L’entrepreneur français s’était imposé comme un des fers de lance de l’excellence européenne dans le secteur de la technologie. Qwant, moteur de recherche français créé en 2011, se voulait être un garant de la vie privée de ses utilisateurs, contrairement à ses concurrents américains, Google et Bing.

L’entreprise avait obtenu plus de 50 millions d’euros de subventions de la part de l’Etat français et de l’Union Européenne. De nombreuses figures politiques, dont Emmanuel Macron, louaient publiquement l’initiative novatrice d’Eric Léandri. Mais ce dernier a finalement été contraint de démissionner en 2020, suite à la mise au jour des difficultés financières de Qwant.

Peu après son départ, Eric Léandri fonda Altrnativ. L’entreprise propose une gamme de solutions, fondée sur la collecte et l’exploitation de données en open source pour protéger les utilisateurs des menaces cybers et sécuriser leurs infrastructures.

Pourtant, l’enquête de POLITICO révèle que certaines données utilisées par la start-up auraient potentiellement été collectées hors du cadre réglementaire fixé par le Règlement général sur la protection des données (RGPD). Alternativ aurait ainsi mis « sous surveillance », un lexique depuis récusé par Éric Léandri, plusieurs individus, dont l’eurodéputé insoumise Manon Aubry pour le compte de LVMH ou des sympathisants CGT, pour l’entreprise agroalimentaire Lesieur.

Les finalités de ces missions sont également sujettes à la controverse. Une opération menée pour Naval Group aurait consisté à identifier les collaborateurs loyaux et déloyaux, parmi les équipes françaises et australiennes, dans le contexte de la crise des contrats de sous-marins, survenue en septembre 2021.

Un autre projet, en collaboration avec Dassault, aurait servi à collecter des données personnelles sur des candidats nord-africains, pour s’assurer qu’ils n’entretenaient aucune collusion avec les services de renseignement de leur pays d’origine.
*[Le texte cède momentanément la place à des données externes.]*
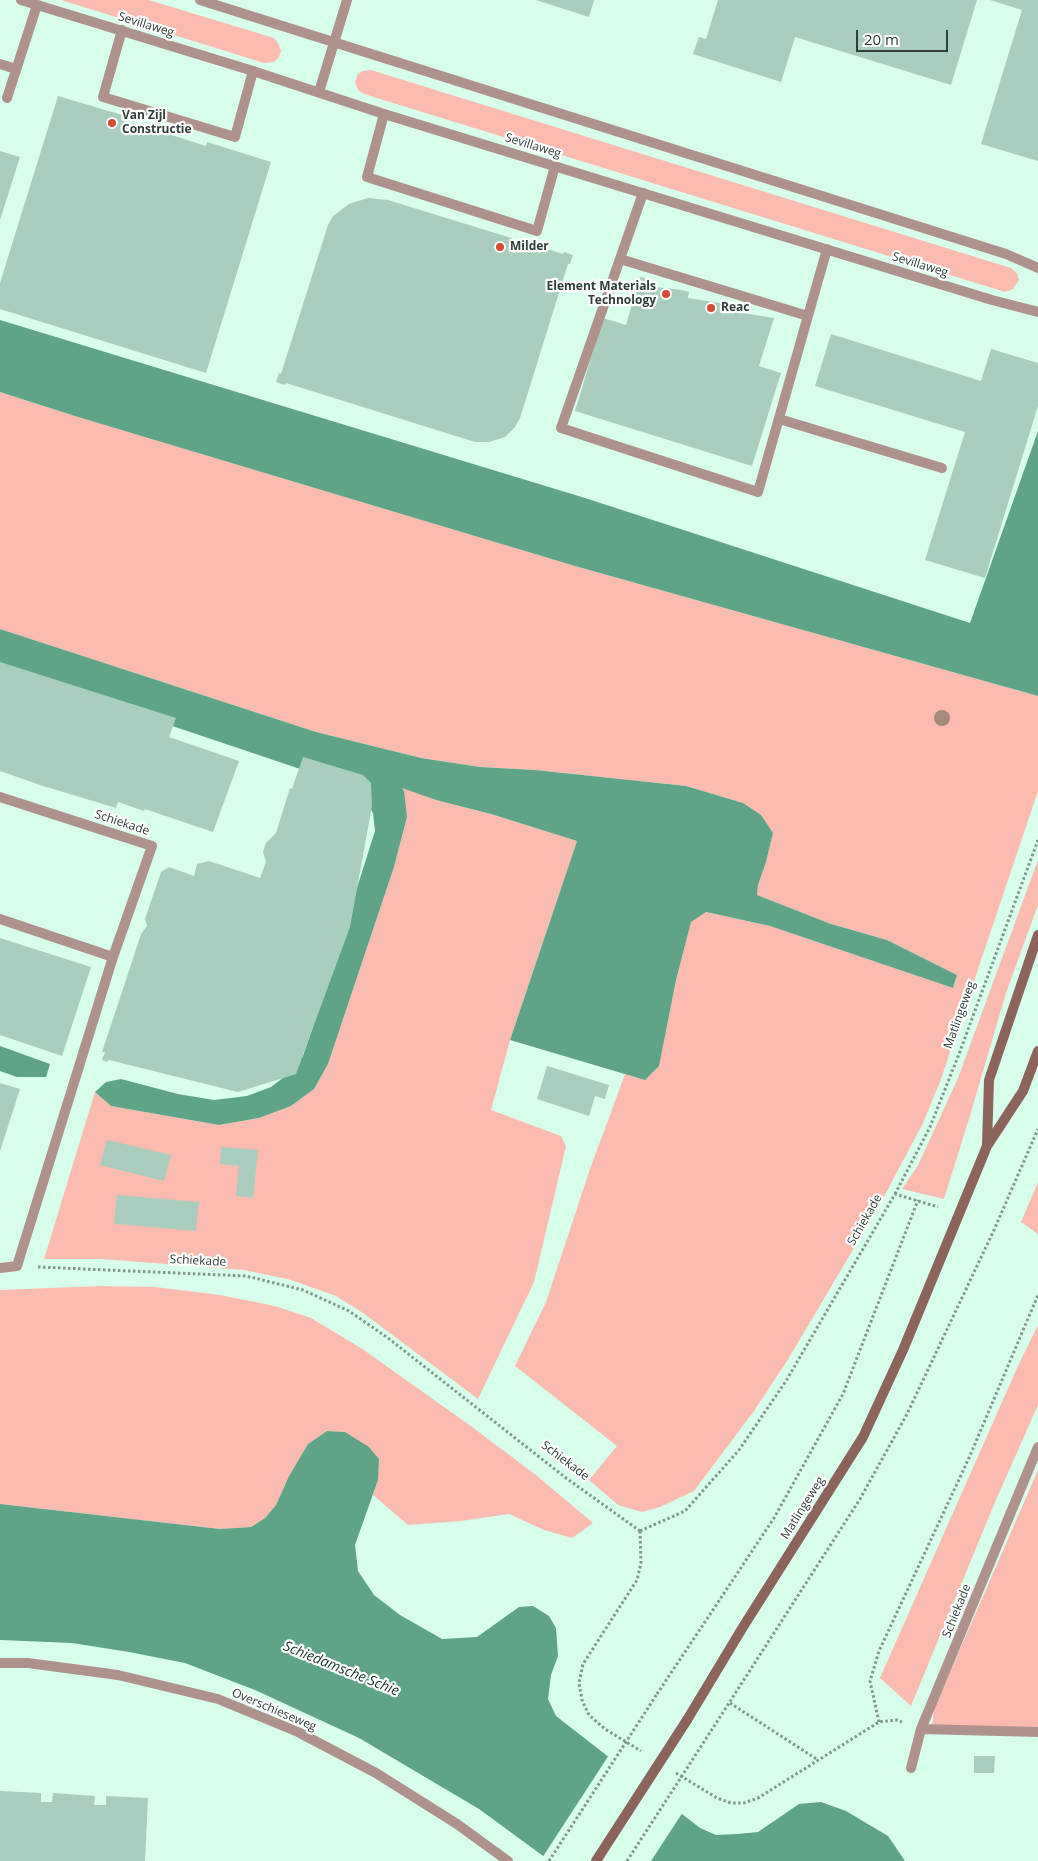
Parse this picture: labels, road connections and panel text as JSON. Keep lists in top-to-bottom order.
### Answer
{
  "streets": {
    "main road": ["Matlingeweg"],
    "street": ["Sevillaweg", "Schiekade", "Overschieseweg"]
  },
  "crossings": [
    ["Schiekade", "Matlingeweg"]
  ],
  "water": ["Schiedamsche Schie"],
  "places": [
    "Van Zijl Constructie",
    "Milder",
    "Element Materials Technology",
    "Reac"
  ],
  "scale_bar": "20 m"
}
D’autres documents montrent qu’Alternativ a tenté de vendre des logiciels et matériels de cyberespionnage à des dictatures africaines.

L’ensemble des accusations ont été contestées par le principal intéressé. Il estime que les faits relatés ne constituent que des « tests » ou n’ont tout simplement jamais existé. De telles révélations poussent à s’interroger sur l’émergence des entreprises de cybersurveillance et démontrent la nécessité de protéger les utilisateurs.